Vivian è la mia amica aristocratica. Non nel senso metaforico, tipo “ha gusti raffinati” o “ama il jazz francese”. No, no. Lei è aristocratica vera. Possiede un titolo, un maniero (parzialmente in rovina, ma con un fascino decadente da film BBC), e un’aria perennemente perplessa che rende ogni suo commento una sentenza in stile regina madre.
Vivian vive in un mondo dove il tè si serve solo in porcellana finissima, lo zucchero non si mescola, si accenna, e i biscotti non si sgranocchiano, si degustano. Io, invece, vivo in un mondo dove la bustina di tisana resta nel bicchiere finché non affoga e i biscotti si mangiano a manciate nei momenti di crisi emotiva.
Eppure, siamo grandi amiche. Anzi, direi che proprio grazie a queste differenze, la nostra amicizia è diventata un piccolo miracolo diplomatico tra il popolo del gin tonic e la monarchia del Darjeeling.

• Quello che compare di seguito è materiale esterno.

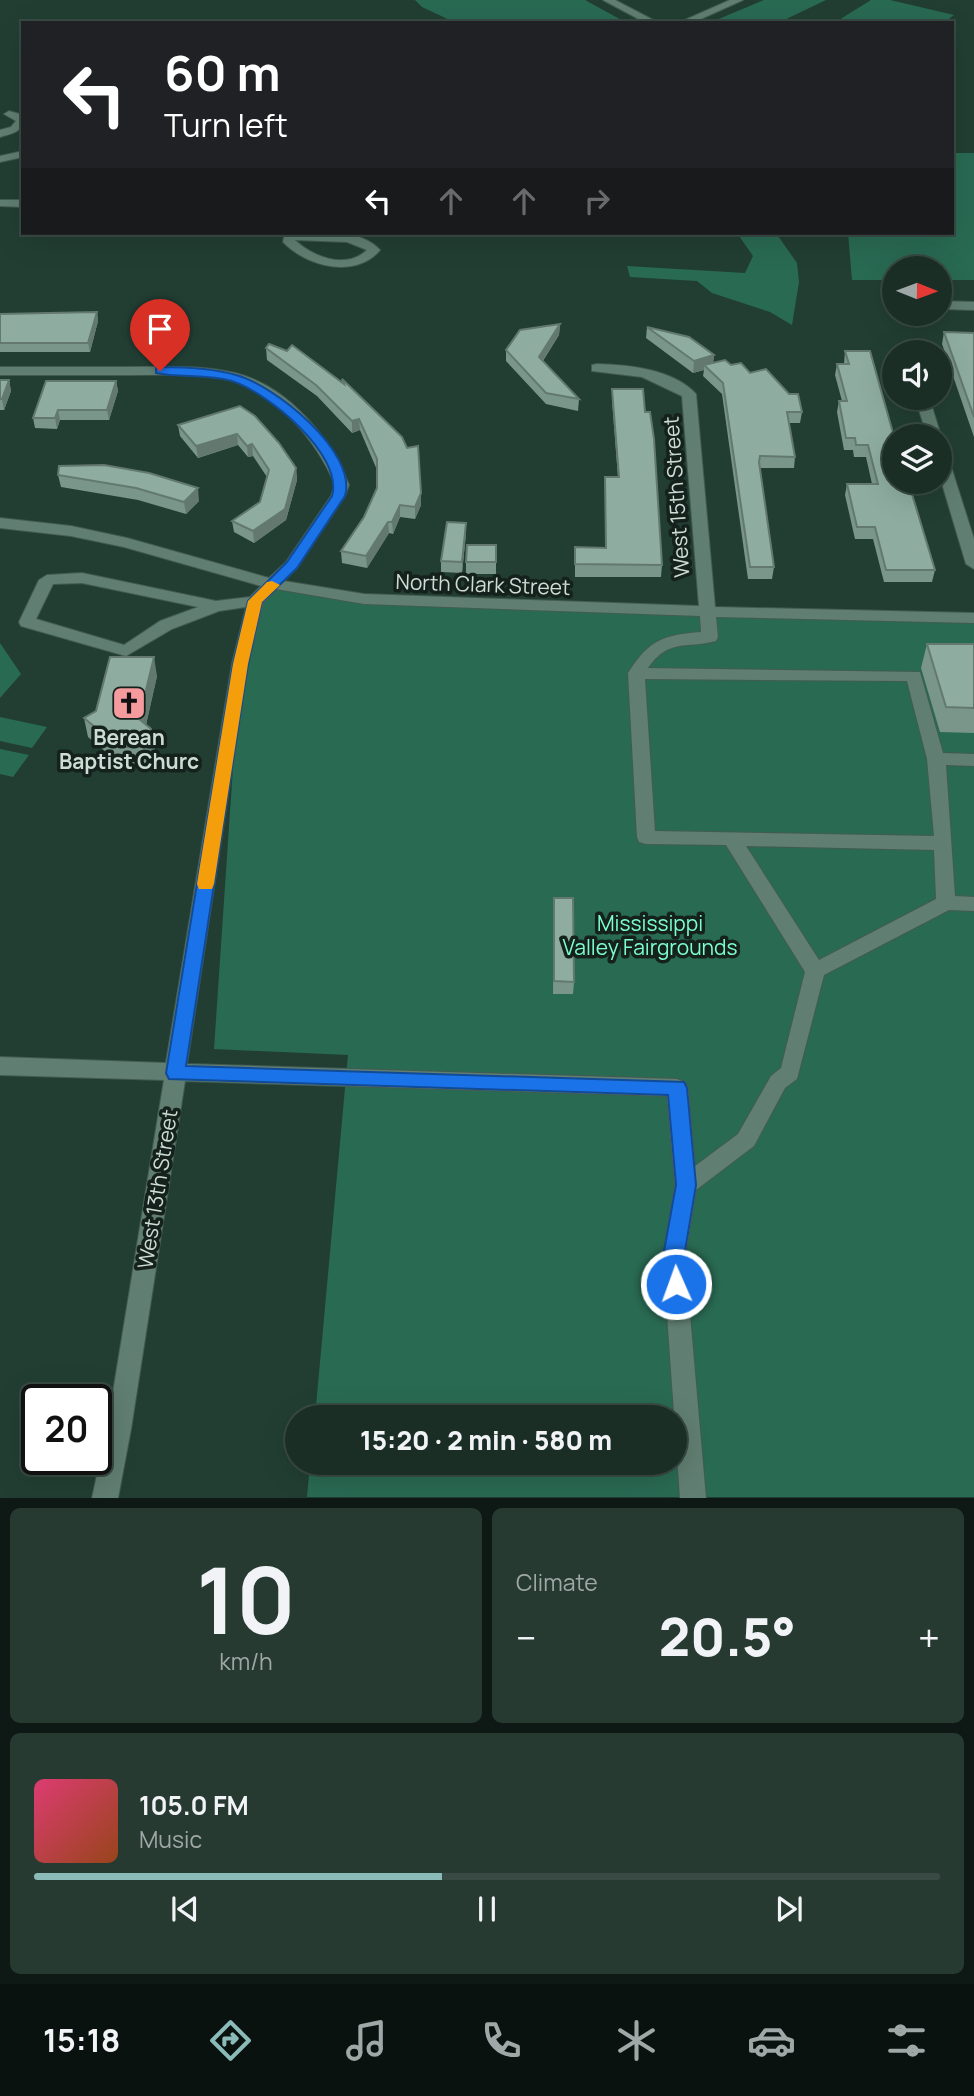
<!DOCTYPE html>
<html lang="en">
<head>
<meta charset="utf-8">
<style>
  body { margin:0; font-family:Manrope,sans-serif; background:#273a32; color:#f1f3f6; height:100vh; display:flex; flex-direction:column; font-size:26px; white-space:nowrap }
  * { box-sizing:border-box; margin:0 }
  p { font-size:23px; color:#9fa8a7 }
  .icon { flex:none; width:38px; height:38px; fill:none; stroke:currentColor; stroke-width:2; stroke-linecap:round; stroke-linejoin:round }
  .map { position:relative; height:1498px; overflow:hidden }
  .panel { display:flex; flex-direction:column; gap:10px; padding:10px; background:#0e1915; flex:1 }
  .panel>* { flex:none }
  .hud { position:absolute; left:21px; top:21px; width:933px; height:214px; border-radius:0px; box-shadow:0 7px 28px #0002,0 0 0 2px #384a43; background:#202124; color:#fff; overflow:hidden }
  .needle { width:46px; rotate:91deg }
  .fabs { position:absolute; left:882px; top:256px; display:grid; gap:14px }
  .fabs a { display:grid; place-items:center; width:70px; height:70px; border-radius:50%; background:#1a2e26; box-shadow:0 7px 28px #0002,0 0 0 2px #384a43; font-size:35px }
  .speed { position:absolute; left:21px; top:1384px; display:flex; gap:14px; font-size:35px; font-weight:700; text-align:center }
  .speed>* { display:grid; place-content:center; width:91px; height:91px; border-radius:50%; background:#1a2e26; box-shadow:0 7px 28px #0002,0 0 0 2px #384a43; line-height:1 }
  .speed .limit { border:4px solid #111; border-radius:10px; background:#fff; color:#111 }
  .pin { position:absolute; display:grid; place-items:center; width:60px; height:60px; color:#fff; margin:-72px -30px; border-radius:50% 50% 50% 0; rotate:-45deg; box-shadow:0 0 7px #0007 }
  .pin .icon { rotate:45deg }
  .me { position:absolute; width:77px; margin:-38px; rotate:358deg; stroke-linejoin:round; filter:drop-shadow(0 0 5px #0008) }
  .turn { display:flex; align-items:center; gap:24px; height:147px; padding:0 28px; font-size:32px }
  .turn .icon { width:91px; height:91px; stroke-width:2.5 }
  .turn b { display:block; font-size:49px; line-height:60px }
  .lanes { display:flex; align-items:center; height:66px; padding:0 28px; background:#0003; justify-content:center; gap:35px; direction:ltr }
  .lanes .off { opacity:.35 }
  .big { font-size:52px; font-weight:800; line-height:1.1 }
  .panel .widget { flex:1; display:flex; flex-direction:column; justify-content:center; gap:10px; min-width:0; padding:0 24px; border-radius:10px; background:#273a32 }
  .panel .dial { align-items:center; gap:0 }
  .dial b { font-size:91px; line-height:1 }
  .song { display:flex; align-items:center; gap:21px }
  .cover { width:84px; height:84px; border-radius:10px; background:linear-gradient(135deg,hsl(340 70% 55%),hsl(20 70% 35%)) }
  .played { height:7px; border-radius:4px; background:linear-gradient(90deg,#8bbbb9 45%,#384a43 45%) }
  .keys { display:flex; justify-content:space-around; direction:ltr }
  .heat { display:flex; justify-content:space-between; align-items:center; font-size:38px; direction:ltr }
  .panel .tiles { flex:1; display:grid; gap:10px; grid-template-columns:1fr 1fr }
  .widget:last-child { grid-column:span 2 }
  .trip { position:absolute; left:285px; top:1405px; width:402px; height:70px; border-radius:35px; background:#1a2e26; box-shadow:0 7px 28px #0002,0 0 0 2px #384a43; font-weight:800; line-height:70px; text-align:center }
  .tab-bar { display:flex; height:112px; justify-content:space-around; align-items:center; background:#0a120f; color:#9fa8a7 }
  .tab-bar .icon { width:49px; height:49px }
  .tab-bar .selected { color:#8bbbb9 }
  .tab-bar b { font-size:32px; color:#f1f3f6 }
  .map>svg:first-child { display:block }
</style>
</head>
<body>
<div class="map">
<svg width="974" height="1498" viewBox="0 0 974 1498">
  <rect width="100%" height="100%" fill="#223e33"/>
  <g fill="#296a53">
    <polygon points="415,0 585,0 627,23 456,23 422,7"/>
    <polygon points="764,0 826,0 778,23 709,23"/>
    <polygon points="871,0 890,0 954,15 943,23 834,23"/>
    <polygon points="952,153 974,153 974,280 940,280 940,268 894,268 894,280 852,280 848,233 952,233"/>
    <polygon points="737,233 776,233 797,263 799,282 792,325 770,312 712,293 697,281 630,277 627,266 745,273 753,256"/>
    <polygon points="273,584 364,599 974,618 974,1497 307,1497 310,1463 676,1463 676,1418 315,1417 348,1055 214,1049 240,664 255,601"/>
    <polygon points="0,643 21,674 0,698"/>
    <polygon points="0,717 47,727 32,748 0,741"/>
    <polygon points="0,749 29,755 13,777 0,774"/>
  </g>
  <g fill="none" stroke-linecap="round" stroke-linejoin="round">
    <g stroke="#435b52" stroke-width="2">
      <g id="minor">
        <polygon points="603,0 615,0 659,23 646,23"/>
        <polygon points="730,0 743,0 692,23 678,23"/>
        <path d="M 9,111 L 23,115 C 23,132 15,133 0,137 L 0,130 L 11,127 L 16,121 L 4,114 Z"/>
        <polygon points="23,151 23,157 0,162 0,156"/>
        <polygon points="0,200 23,200 23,207 0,206"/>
        <path d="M 285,233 C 311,230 361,228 380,250 C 356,279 307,267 283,242 ZM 295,240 L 347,242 L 367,250 C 346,270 313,257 295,240 Z"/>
        <polygon points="940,301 974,302 974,310 940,309"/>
        <path d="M 597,364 C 629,365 673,369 696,394 L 715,607 L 974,613 L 974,623 L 716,617 L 718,637 L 716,641 C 685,649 669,638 648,668 L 920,672 L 943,753 L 974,754 L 974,766 L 946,765 L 955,896 L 974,897 L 974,911 L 949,910 L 824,975 L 797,1079 L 785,1088 L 754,1146 L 696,1190 L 685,1257 L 706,1498 L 680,1498 L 663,1257 L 675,1185 L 667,1096 L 185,1081 L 131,1429 L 118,1498 L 92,1498 L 107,1429 L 164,1080 L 0,1075 L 0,1057 L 166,1063 L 232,664 L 246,607 L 219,611 L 172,629 L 126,656 L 21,626 L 19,622 L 39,580 L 47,575 L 82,573 L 216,601 L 250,597 L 261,586 L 124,547 L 71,536 L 0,528 L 0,518 L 71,526 L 127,538 L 269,578 L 286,562 L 331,496 L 335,485 C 318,443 276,391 229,380 C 196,373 161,375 128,375 C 85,375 43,375 0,375 L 0,367 C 43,367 86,367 128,367 C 164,367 200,365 235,373 C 288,386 330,437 349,485 L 345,496 L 297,568 L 284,581 L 364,594 L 699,606 L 682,396 L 642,377 L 592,371 L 592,365 ZM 82,583 L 198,607 L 160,621 L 124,645 L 36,619 L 53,584 ZM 276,589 L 364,604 L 700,616 L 701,632 C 663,635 649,640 628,673 L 637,837 L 639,842 L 646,844 L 726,845 L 805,972 L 781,1068 L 771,1076 L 738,1134 L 695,1166 L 688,1088 L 684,1082 L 677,1079 L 187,1064 L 248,664 L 263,603 ZM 645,679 L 907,681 L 927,759 L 934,836 L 655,831 ZM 746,846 L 934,850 L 936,899 L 819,960 Z"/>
        <polygon points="915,397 929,397 941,436 940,438 940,436 927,436"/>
        <polygon points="940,450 947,454 974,539 974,569 966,564 940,477"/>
      </g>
    </g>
    <use href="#minor" fill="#607e71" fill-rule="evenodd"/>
  </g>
  <g fill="#7a958a">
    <polygon points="97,312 98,321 90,352 0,352 0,314"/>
    <polygon points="560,324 559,335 543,361 579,399 578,411 546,404 506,361 506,350"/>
    <polygon points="647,327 714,355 713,363 731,365 750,373 802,412 800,423 789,423 795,457 794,468 760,468 774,567 772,579 748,579 722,394 703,376 704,370 693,373 646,338"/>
    <polygon points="944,332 974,333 974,437 942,344"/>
    <polygon points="266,348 343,384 342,379 421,505 415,519 400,517 393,534 389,533 367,568 342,563 341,551 364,517 377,488 377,470 360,430 352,433 317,396 267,360"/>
    <polygon points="845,351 894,436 935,570 932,582 884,582 873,539 855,539 845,495 847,484 872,484 866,457 854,457 853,450 844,450 837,412 839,401 842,401 835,375 837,364 844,364"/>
    <polygon points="0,380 9,380 11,391 4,410 0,410"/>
    <polygon points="116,381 118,391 109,420 60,420 57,429 35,428 33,418"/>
    <polygon points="612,389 662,565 661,577 575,577 575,547 605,548 605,477 618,477 612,400"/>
    <polygon points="240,406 296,468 297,480 286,520 254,543 234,532 232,521 260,502 267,477 253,456 248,457 238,445 198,458 180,436 178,425"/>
    <polygon points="59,466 199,501 186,514 138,500 61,487 58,475"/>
    <polygon points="466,533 462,573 441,572 441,561"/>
    <polygon points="496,545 496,574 466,574 466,562"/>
    <polygon points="927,644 974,644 974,733 940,732 921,668"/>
    <polygon points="157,676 146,725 151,729 155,748 151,766 123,766 88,737 84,718"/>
    <polygon points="554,898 574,982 573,994 553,994"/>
  </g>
  <g fill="#637970">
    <polygon points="97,312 98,321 90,352 88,343"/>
    <polygon points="560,324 559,335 538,368 539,357"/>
    <polygon points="714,355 713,367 704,365 704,370 693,373 694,361"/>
    <polygon points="9,380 11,391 4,410 2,399"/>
    <polygon points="116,381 118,391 109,420 107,410"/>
    <polygon points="58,410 60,420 57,429 55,418"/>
    <polygon points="359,419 360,430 352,433 352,421"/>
    <polygon points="237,434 238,445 198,458 196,446"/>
    <polygon points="252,444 253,456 248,457 247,446"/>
    <polygon points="296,468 297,480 286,520 254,543 253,531"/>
    <polygon points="198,488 199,501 186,514 184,502"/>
    <polygon points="421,493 421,505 415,519 415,507"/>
    <polygon points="400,505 400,517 393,534 392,522"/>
    <polygon points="388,522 389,533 367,568 366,556"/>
    <polygon points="466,523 466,533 462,573 462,562"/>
    <polygon points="154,657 157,676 143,738 139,719"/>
    <polygon points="151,729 155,748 151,766 147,747"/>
  </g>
  <g fill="#8eada0" stroke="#637970" stroke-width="2">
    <polygon points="97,312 88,343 0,343 0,314"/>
    <polygon points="560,324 539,357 579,399 546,393 506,350 520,330"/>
    <polygon points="647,327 689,337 714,355 694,361"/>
    <polygon points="944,332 974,333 974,417"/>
    <polygon points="269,344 287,351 292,345 344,384 342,379 402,437 407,448 418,446 421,493 415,507 400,505 392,522 388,522 366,556 341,551 364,517 377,488 377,459 359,419 352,421 316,385 266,348"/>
    <polygon points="845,351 870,351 893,433 901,433 902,436 894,436 894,481 908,481 935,570 886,570 875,527 857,527 847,484 878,484 868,445 856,445 855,438 846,438 839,401 847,401 837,364 849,364"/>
    <polygon points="725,360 731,365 741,363 750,373 766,369 789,394 798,394 802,412 787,412 795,457 760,456 759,462 774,567 750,567 723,383 704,365"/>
    <polygon points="0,380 9,380 2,399 0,399"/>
    <polygon points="46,381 116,381 107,410 58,410 55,418 33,418"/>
    <polygon points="612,389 643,389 645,412 650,412 654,439 662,565 575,564 575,547 606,548 605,477 619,477"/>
    <polygon points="240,406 255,416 279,443 296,468 285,509 253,531 232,521 260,502 269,470 252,444 247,446 237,434 196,446 178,425"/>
    <polygon points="104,465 149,473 198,488 184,502 136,488 58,475 59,466"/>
    <polygon points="447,522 466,523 462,562 441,561"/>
    <polygon points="467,545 496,545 496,562 466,562"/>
    <polygon points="927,644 974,644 974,708 946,707"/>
    <polygon points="110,657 154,657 139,719 151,729 147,747 119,747 84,718 96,711"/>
    <polygon points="554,898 573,898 574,982 554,981"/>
  </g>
  <path fill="#1a73e8" stroke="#114b97" stroke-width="2" d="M 160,367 C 185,367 212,368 236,375 C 274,385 358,452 345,496 L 297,568 L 262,602 L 248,664 L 186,1066 L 684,1082 L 687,1088 L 696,1185 L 684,1257 L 687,1284 L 684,1290 L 676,1293 L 669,1290 L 663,1257 L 676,1185 L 668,1095 L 169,1079 L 166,1073 L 233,664 L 248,601 L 287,562 L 332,496 C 344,455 267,392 232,381 C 207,374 181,378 156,373 L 156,368 Z"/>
  <polygon fill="#f59e0b" points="272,581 280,585 262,602 248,664 214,884 212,889 199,889 197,884 233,664 248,601 267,582"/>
  <defs>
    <g id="church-square" transform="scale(1.75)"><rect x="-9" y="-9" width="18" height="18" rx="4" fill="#f59b9e" stroke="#15211c"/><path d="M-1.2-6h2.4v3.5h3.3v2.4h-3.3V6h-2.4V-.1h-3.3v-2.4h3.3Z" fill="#111"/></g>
  </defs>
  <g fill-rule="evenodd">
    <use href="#church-square" x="129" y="703"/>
  </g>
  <g text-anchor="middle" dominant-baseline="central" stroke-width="7" stroke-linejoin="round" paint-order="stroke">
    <g font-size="21" fill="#cddcd5" stroke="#15211c">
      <text transform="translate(676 497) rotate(-94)">West 15th Street</text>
      <text transform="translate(483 584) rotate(2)">North Clark Street</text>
      <text transform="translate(157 1189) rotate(-81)">West 13th Street</text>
    </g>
    <g font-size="21" font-weight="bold" fill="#cddcd5" stroke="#15211c">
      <text x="129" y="737">Berean<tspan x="129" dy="24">Baptist Churc</tspan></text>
    </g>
    <g font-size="21" fill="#7cfecf" stroke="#15211c">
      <text x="650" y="923">Mississippi<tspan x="650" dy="24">Valley Fairgrounds</tspan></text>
    </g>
  </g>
</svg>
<div class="fabs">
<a><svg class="needle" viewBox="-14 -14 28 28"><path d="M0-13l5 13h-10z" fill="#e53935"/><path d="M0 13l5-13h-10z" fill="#9fa8a7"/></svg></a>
<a><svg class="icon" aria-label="sound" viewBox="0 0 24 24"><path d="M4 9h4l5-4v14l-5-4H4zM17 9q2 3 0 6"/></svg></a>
<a><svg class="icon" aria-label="layers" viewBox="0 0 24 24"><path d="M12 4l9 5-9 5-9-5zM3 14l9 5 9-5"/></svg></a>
</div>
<div class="speed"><div class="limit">20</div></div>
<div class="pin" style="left:160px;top:371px;background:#d93025"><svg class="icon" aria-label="arrive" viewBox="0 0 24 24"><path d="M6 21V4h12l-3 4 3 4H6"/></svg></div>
<svg class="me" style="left:676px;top:1284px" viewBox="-20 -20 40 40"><circle r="17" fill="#1a73e8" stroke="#fff" stroke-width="3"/><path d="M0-11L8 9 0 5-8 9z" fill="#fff"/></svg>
<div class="trip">15:20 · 2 min · 580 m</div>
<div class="hud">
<div class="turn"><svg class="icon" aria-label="left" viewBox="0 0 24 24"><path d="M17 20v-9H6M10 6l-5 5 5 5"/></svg><div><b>60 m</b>Turn left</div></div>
<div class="lanes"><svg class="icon" aria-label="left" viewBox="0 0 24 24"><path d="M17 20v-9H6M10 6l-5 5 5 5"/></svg><svg class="icon off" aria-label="ahead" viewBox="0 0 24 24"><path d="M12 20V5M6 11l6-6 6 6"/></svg><svg class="icon off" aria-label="ahead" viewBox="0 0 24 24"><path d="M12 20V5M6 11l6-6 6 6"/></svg><svg class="icon off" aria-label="right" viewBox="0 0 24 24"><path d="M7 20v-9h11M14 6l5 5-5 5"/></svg></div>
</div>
</div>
<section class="panel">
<div class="tiles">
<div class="widget dial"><b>10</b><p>km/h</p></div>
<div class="widget"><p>Climate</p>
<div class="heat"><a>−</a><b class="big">20.5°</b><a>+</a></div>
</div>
<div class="widget">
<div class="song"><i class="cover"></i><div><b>105.0 FM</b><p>Music</p></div></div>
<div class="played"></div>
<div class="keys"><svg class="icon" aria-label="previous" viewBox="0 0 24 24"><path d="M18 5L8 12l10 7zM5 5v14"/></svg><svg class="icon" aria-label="pause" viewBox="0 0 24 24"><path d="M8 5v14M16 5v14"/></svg><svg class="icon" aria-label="next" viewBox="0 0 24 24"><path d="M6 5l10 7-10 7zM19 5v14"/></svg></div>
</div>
</div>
</section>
<nav class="tab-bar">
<b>15:18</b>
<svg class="icon selected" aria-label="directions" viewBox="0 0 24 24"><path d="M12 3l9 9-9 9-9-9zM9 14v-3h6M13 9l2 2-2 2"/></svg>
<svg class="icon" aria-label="music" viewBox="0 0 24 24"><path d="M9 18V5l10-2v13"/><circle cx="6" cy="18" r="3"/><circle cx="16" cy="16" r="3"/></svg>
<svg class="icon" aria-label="phone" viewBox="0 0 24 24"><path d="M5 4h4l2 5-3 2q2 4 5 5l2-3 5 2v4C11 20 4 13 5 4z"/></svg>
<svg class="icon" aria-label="climate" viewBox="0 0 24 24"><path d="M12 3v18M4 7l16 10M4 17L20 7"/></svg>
<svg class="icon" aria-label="car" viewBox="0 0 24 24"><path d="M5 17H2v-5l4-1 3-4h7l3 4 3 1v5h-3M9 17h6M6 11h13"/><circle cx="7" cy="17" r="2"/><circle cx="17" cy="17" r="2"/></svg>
<svg class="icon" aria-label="filters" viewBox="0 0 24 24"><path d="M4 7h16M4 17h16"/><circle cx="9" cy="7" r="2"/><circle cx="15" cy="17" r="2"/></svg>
</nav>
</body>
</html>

Vivian è famosa per i suoi tè delle cinque. Un rituale che per me è sempre un’esperienza mistica e altamente ansiogena. Il primo invito mi arrivò con una lettera scritta a mano. Lettera. Sì, proprio con penna stilografica e sigillo in ceralacca. Io pensavo fosse un invito a un matrimonio medievale, invece era per “una merenda informale con tè e pasticcini”. Informale, diceva.
Il giorno dell’evento mi presentai con un sacchetto di muffin al cioccolato e il mio sorriso migliore. Lei mi aprì indossando un foulard di seta e una gonna che urlava Downton Abbey. Il mio sacchetto di plastica sembrava un affronto al Commonwealth. E i muffin? Troppo rustici, mi ha detto con gentilezza. Li abbiamo comunque serviti… al cane.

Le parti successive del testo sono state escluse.